Sidenreng Rappang — Suasana penuh kehangatan dan kebersamaan mewarnai pelaksanaan pesta adat Mappadendang di Saoraja, Kecamatan Kulo, Kabupaten Sidenreng Rappang (Sidrap), Minggu (9/11/2025) malam. Bupati Sidrap, H. Syaharuddin Alrif, hadir langsung dan larut bersama masyarakat dalam tradisi yang telah diwariskan turun-temurun tersebut.

Pesta adat Mappadendang merupakan ungkapan syukur masyarakat atas hasil panen yang melimpah. Tradisi ini diisi dengan dentuman lesung yang ditumbuk berirama oleh para perempuan sambil menyanyikan lagu-lagu daerah, menciptakan harmoni khas yang menjadi simbol kebersamaan dan kekuatan gotong royong.
Wujud Pelestarian Kearifan Lokal
Dalam sambutannya, Bupati Syaharuddin menegaskan komitmen pemerintah daerah untuk terus mendukung pelestarian budaya lokal sebagai bagian penting dari identitas Sidrap.
“Tradisi seperti Mappadendang ini adalah warisan leluhur yang harus kita jaga. Nilai-nilainya mengajarkan kebersamaan, kerja keras, dan rasa syukur. Pemerintah daerah akan terus mendorong agar kegiatan adat seperti ini tetap hidup di tengah masyarakat modern,” ujarnya.

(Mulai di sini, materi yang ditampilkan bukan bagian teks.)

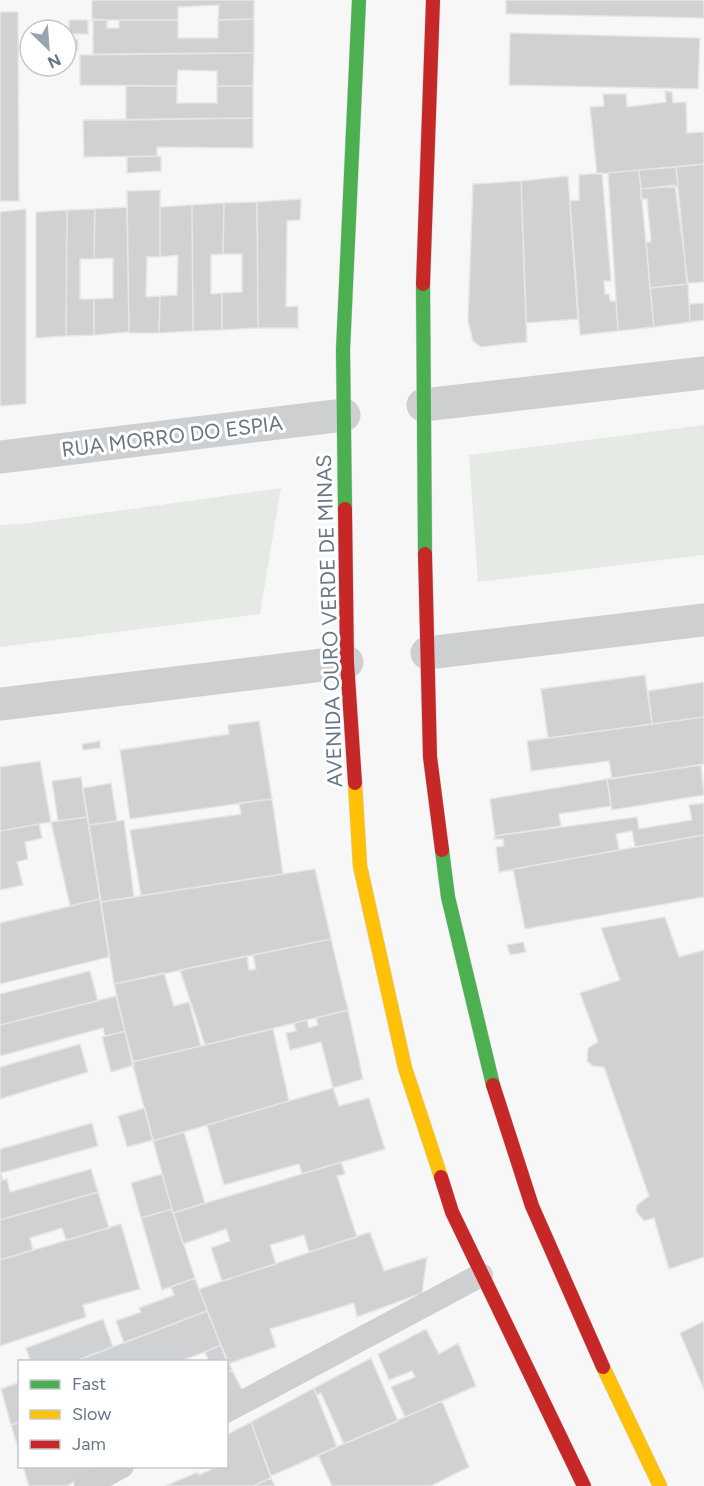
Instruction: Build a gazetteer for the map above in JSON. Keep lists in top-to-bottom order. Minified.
{"streets":{"street":["RUA MORRO DO ESPIA","AVENIDA OURO VERDE DE MINAS"]},"crossings":[["RUA MORRO DO ESPIA","AVENIDA OURO VERDE DE MINAS"]],"legend":["Fast","Slow","Jam"],"north":"bottom right"}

Syaharuddin juga menyampaikan rasa bangganya melihat antusiasme masyarakat yang begitu tinggi dalam menjaga dan merayakan adat daerah. “Kehadiran masyarakat dari berbagai kalangan malam ini menunjukkan bahwa budaya Sidrap masih sangat kuat. Ini menjadi kekayaan yang tak ternilai,” tambahnya.
Baca Juga : Air Mata Bahagia Petani Padi di Enrekang
Kebersamaan dan Rasa Syukur
Selama acara berlangsung, Bupati Syaharuddin tampak berbaur tanpa jarak dengan warga. Ia menyaksikan langsung proses Mappadendang, bahkan sempat ikut menumbuk lesung bersama ibu-ibu desa sambil bercengkrama hangat. Tawa dan keceriaan pun pecah di tengah suara lesung yang berdentum.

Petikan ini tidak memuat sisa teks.